### Supplied information
****************

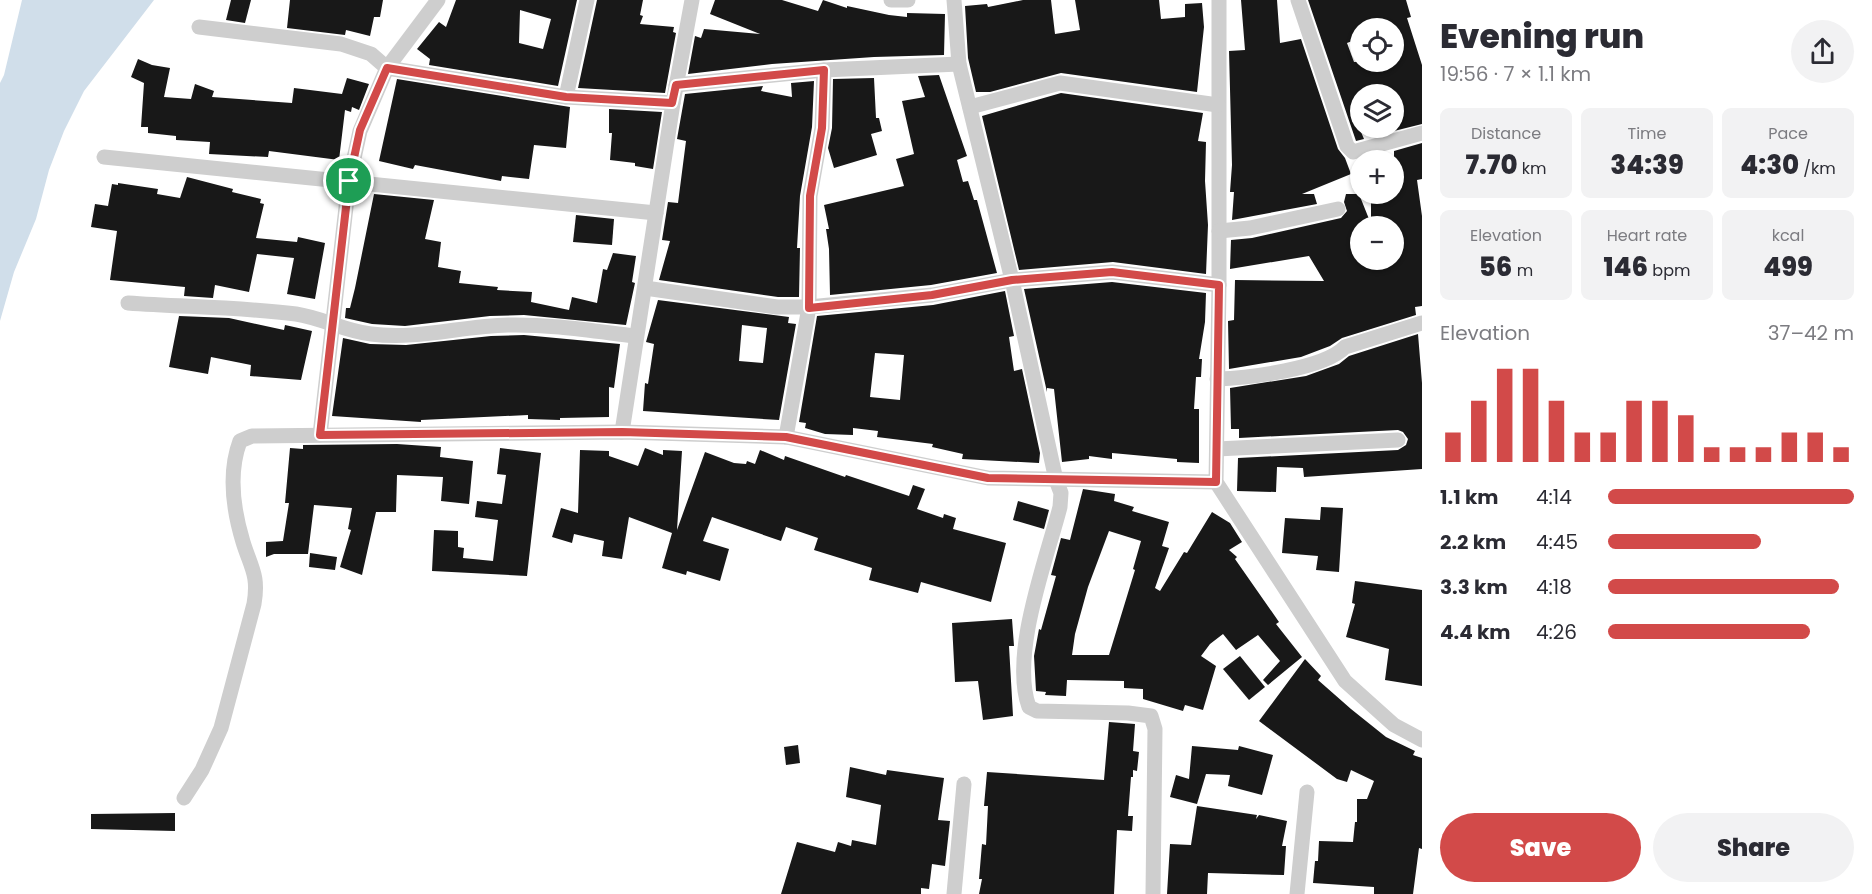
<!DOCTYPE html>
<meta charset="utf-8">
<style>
:root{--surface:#fff;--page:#f2f2f3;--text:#2b2b33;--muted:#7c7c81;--accent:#d24a49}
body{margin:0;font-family:Poppins,sans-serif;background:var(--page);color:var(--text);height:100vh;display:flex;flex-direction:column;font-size:22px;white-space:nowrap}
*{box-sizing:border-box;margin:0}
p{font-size:20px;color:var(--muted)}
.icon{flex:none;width:33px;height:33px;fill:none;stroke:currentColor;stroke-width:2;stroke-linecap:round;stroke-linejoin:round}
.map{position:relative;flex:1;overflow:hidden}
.details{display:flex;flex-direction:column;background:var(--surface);width:450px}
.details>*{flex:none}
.controls{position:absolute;left:1350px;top:18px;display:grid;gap:12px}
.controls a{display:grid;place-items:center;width:54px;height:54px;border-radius:50%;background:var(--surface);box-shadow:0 2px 4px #0004;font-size:30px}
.pin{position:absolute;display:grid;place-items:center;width:51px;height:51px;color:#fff;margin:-26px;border:3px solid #fff;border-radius:50%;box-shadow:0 2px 6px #0007}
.round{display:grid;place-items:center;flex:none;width:63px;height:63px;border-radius:32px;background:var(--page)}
.headline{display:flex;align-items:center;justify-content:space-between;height:102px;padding:0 18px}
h1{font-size:33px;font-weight:800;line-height:45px}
.stats{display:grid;grid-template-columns:repeat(3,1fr);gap:9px;height:102px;padding:6px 18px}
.stats div{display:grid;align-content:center;border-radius:9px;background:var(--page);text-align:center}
.stats b{font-size:26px;font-weight:800}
.stats small{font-size:16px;font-weight:400}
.stats p{font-size:16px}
.chart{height:168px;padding:12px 18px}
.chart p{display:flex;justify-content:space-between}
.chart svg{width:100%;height:108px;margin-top:6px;stroke:var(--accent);stroke-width:6}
.button{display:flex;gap:12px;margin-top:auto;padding:12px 18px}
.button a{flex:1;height:69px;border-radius:36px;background:var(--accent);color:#fff;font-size:24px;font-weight:800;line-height:69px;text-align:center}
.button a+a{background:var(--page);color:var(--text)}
ul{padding:0 18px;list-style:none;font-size:20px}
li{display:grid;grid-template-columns:96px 72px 1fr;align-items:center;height:45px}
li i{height:15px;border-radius:8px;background:var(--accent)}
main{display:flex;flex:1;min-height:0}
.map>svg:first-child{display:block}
.water{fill:#d0deea}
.building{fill:#181818;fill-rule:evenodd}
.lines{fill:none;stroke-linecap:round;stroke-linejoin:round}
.minor{stroke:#cecece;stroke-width:15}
.route-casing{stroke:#fff;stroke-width:12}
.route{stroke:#d24a49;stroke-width:8}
</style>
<main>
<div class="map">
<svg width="1422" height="894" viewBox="0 0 1422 894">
<rect width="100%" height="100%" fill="#fff"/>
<path class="water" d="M22 0H154L84 91 64 131 49 170 36 219 14 272 0 321V83L4 75Z"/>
<g class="building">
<path d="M231 0H251L245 23 226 20Z"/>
<path d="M290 0H383L380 17H374L370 36 346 30 345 35 287 28Z"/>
<path d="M456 0H577L558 86 429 65 430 59 417 49 439 22 446 27ZM520 10 551 19 543 49 519 43Z"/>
<path d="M597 0H643L640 15 643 16 640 24 674 27 673 32 676 33 665 93 578 88Z"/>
<path d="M715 0H782L818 11 823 0 847 8V6L889 15 907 17V13L945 14 944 55 874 57 772 64 688 74 695 36 701 38 704 29 760 34 710 14Z"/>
<path d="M1023 0H1051L1055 34 1080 30 1075 0H1159L1161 19 1185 17V4L1202 3 1204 27 1197 92 1061 73 990 92H976L968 58 965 6 987 4 988 7Z"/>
<path d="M1241 0H1277L1280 43 1301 39 1338 149 1345 158 1351 174 1302 194H1314L1317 204 1232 220 1234 192H1230L1232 165 1229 51 1245 50Z"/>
<path d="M1308 0H1406L1411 17 1407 18 1422 65V124L1394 131V94H1360V103L1351 108 1364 139 1356 141ZM1360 28H1394V62H1354L1347 43 1360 38Z"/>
<path d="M138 59 152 65 170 68 164 97 191 99 195 84 214 91 212 97 292 103 294 88 342 94 347 78 369 84 359 110 352 107 351 112 345 110 339 160 269 151 268 157 209 154 210 142 176 140V136L148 133V127H141L144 83 131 77Z"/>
<path d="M939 75 967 156 957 160 963 182 968 181 974 200H977L997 273 931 285 830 295 829 249 826 229H829L824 205 904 186 896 159 914 154 902 101 925 97 918 76Z"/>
<path d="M874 78 876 118H879L882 131 871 134 877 155 834 168 828 148 832 128 833 79Z"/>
<path d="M397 79 570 107 566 148 534 145 529 179 502 176 501 181 415 165 413 169 379 161Z"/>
<path d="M814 81 812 127 800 196 797 248H800L799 297H778L659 280 670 241 662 240 668 202 678 203 686 141 677 139 685 94 763 86 761 91 792 97 791 83Z"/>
<path d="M1061 93 1203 113 1198 141 1206 142 1205 181 1208 225 1206 274 1113 262 1019 270 982 116Z"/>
<path d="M609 109 662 112 653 169 635 166V163L610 160 612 133H609Z"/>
<path d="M1422 143V179L1417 180 1422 216V306L1415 307 1416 315 1342 338 1330 346 1301 357 1229 369 1228 321 1234 320 1235 280 1324 281 1309 256 1230 269 1231 240 1252 238 1341 218 1347 211 1344 202 1346 194H1359L1371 224V194H1394V151ZM1360 226H1394V260H1360Z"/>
<path d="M187 177 233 189 232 192 261 199 260 203 264 204 256 238 297 242 298 237 325 243 315 299 287 294 294 258 257 254 249 292 215 285 213 298 184 296 185 287 110 280 117 231 91 227 95 204 108 206 112 184 118 185V183L158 189 157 194 180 198Z"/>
<path d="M374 194 434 200 425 239 441 242 438 267 461 271 459 283 498 287 497 290 532 292 531 302 569 310 572 297 597 303 603 269 607 270 613 253 636 256 632 282 635 283 626 325 524 315 490 316 405 326 372 324 345 318 346 308H350L355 288Z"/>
<path d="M576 215 614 219 612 245 573 242Z"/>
<path d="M1112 282 1206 293 1205 322 1199 359H1202L1201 377H1196L1194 409H1199V463L1177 462V459L1112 453V459L1089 456V459L1062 462 1054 389 1047 388V392L1024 289Z"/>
<path d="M1005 291 1014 336 1009 337 1014 371 1022 369 1040 453 1039 463 962 459 963 454 932 447 933 444 877 437 878 431 853 428V435L825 434 805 428 806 423 799 422 817 316 933 305ZM875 353 904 355 900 400 870 397Z"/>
<path d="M658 300 789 317 788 323 796 324 779 420 643 411 645 383 648 384 654 344 646 342ZM742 325 767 328 763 363 739 361Z"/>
<path d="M179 316 229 318 284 330 285 325 312 331 301 380 250 376 251 365 211 357 208 374 169 367Z"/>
<path d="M1418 334 1422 383V469L1304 477 1303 468 1277 467 1276 492 1237 491 1238 458 1398 450 1406 445 1408 439 1403 432 1398 430 1239 438V429H1231L1230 388 1306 376 1339 364 1349 356Z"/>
<path d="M524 335 620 344 614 388 609 387V417L560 418V420L528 419V415L421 420V422L332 416 343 338 370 344 406 345 491 336Z"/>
<path d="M303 445 397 444 441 447 440 457 473 461 469 504 441 501 443 477 397 475 396 512H376L362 575 340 567 351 530 348 529 352 508 314 505 308 554H274L266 557V542L283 541 289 503H285L290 448 303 449Z"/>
<path d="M500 448 541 453 527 576 432 571 434 530 458 531V547L464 548 463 558 493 561 498 520 475 517 477 501 502 504 506 475 497 474Z"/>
<path d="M645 448 663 455V450L682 451 677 530 705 452 734 463 746 464 747 461 755 464 760 450 784 460 785 456 845 477 846 475 909 496 913 485 925 489 917 509 943 518 944 514 956 518 953 529 1006 543 991 602 921 582 918 593 869 580 872 568 814 550 818 538 786 527 781 541 712 517 703 541 729 549 720 581 687 571 686 575 662 568 672 533 629 517 622 559 602 556 604 541 574 534 572 543 552 537 561 508 578 513 580 450 609 451V456L638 466Z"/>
<path d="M1083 489 1115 494 1114 501 1134 507 1132 511 1169 522 1162 546 1169 548 1155 588 1160 591 1184 552 1187 553 1212 512 1230 523 1242 542 1229 550 1237 557 1235 559 1279 622 1276 624 1302 657 1268 685 1263 680 1280 661 1258 635 1236 650 1223 634 1210 644 1201 656 1216 666 1203 710 1185 705 1183 711 1143 699V689L1124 688V681L1067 680 1066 696 1045 695 1046 692 1036 691 1034 656 1039 629 1041 630 1056 576 1051 575 1061 538 1070 540ZM1109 531 1141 541 1133 569 1135 570 1109 655H1072L1075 634 1088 587Z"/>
<path d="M1018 501 1049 510 1044 529 1013 520Z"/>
<path d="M1321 507 1343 508 1339 572 1316 570 1318 556 1282 553 1285 518 1320 520Z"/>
<path d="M310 553 337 557 335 570 309 567Z"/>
<path d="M1355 581 1422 590V686L1385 680 1389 649 1346 637 1355 604 1352 603Z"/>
<path d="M1012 619 1014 646H1009L1013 716 983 720 978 681 955 682 952 623Z"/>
<path d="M1240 656 1265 687 1249 700 1223 669Z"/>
<path d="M1305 659 1321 676 1318 680 1351 709 1386 737 1415 751 1413 755 1422 758V849L1419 848 1413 894H1374V887L1313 883 1315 861H1318L1319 841 1353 842 1355 822H1357V799H1367L1374 781 1351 770 1347 782 1337 779 1259 721Z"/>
<path d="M1109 722 1135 724 1133 751 1139 752 1137 771 1133 770V777H1131L1128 816H1133L1132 831 1117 830 1114 894H979L982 879H979L982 844 986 845 988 806H984L987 772 1104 780Z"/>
<path d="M798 745 800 763 786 765 784 747Z"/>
<path d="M1192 746 1238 750 1239 746 1273 755 1262 795 1228 786 1230 775 1206 774 1197 804 1170 797 1176 775 1189 779Z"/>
<path d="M850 767 886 775 887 770 944 778 938 820 950 821 945 866 932 864 929 889 921 888V894H781L797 842 835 852 838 842 851 846 852 840 876 845 881 805 846 797Z"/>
<path d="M1197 806 1257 815 1256 819 1259 815 1287 821 1282 846H1286L1284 875 1208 873 1207 894H1167L1170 844 1191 845Z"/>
<path d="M175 813V831L91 829V814Z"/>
</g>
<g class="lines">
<g class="minor">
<path d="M891 0H908"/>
<path d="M954 0 959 64 1012 280 1056 480 1061 493 1060 507C1046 561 1010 655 1029 707L1037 711 1128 713 1151 716 1155 729 1153 894"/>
<path d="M1219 0V285L1216 482 1345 681 1394 725 1422 740"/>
<path d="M1298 0 1347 146 1353 152 1422 133"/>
<path d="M199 27 341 44 371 54 387 68 566 97 673 103"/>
<path d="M676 85 824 70 959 64"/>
<path d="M566 97 587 0"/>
<path d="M970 107 1060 83 1218 105"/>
<path d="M104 157 656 213"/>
<path d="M1219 231 1250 228 1338 209"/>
<path d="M645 288 777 307H809L932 295 1012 280 1112 272 1219 285"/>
<path d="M128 303C183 307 241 307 296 314 322 318 345 331 371 334 418 340 461 326 508 325 550 324 593 331 635 336"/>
<path d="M1217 379C1248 378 1324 369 1345 347L1422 323"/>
<path d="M622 432 673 103 692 0"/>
<path d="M320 435 349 181 360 131 387 68 438 0"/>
<path d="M786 437 809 307 810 196 822 128 824 70"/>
<path d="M1217 449 1398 440"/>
<path d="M184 798 202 770 221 728 254 604C259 575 251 568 243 542 233 509 228 473 240 441L252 436 622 432 786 437 988 478 1216 482"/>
<path d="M954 894 964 784"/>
<path d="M1297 894 1307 792"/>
</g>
</g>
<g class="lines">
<defs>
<path id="route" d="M387 68 566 97 672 103 676 85 824 70 822 128 810 196 809 308 932 295 1012 280 1112 272 1219 285 1216 482 988 478 786 437 622 432 320 435 349 181 360 130Z"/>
</defs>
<use href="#route" class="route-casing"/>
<use href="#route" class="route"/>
</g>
</svg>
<div class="controls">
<a><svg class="icon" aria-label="locate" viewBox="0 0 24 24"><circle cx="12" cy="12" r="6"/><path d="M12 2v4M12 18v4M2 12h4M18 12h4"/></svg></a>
<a><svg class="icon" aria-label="layers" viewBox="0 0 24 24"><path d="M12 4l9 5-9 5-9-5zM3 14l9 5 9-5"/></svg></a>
<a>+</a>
<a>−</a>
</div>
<div class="pin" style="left:349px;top:181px;background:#1e9e55"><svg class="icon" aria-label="arrive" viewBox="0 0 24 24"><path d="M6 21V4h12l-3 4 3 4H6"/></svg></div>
</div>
<section class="details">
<div class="headline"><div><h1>Evening run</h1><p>19:56 · 7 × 1.1 km</p></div><a class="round"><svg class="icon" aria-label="share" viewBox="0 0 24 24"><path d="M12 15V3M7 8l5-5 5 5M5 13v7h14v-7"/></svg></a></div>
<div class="stats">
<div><p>Distance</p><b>7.70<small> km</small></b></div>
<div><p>Time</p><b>34:39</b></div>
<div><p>Pace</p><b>4:30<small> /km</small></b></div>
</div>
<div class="stats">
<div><p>Elevation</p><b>56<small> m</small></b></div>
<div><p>Heart rate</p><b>146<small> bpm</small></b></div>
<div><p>kcal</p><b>499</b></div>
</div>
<div class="chart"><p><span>Elevation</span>37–42 m</p>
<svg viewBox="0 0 160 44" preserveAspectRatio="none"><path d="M5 44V32M15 44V19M25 44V6M35 44V6M45 44V19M55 44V32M65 44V32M75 44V19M85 44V19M95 44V25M105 44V38M115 44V38M125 44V38M135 44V32M145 44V32M155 44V38"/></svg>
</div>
<ul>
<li><b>1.1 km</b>4:14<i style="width:100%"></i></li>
<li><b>2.2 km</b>4:45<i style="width:62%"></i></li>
<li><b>3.3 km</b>4:18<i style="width:94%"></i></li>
<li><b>4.4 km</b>4:26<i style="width:82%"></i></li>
</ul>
<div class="button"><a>Save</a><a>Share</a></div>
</section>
</main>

****************

### Prompt
Go through the lines above and tally those with the string "linecap". The total is all that is needed.

### Your solution
2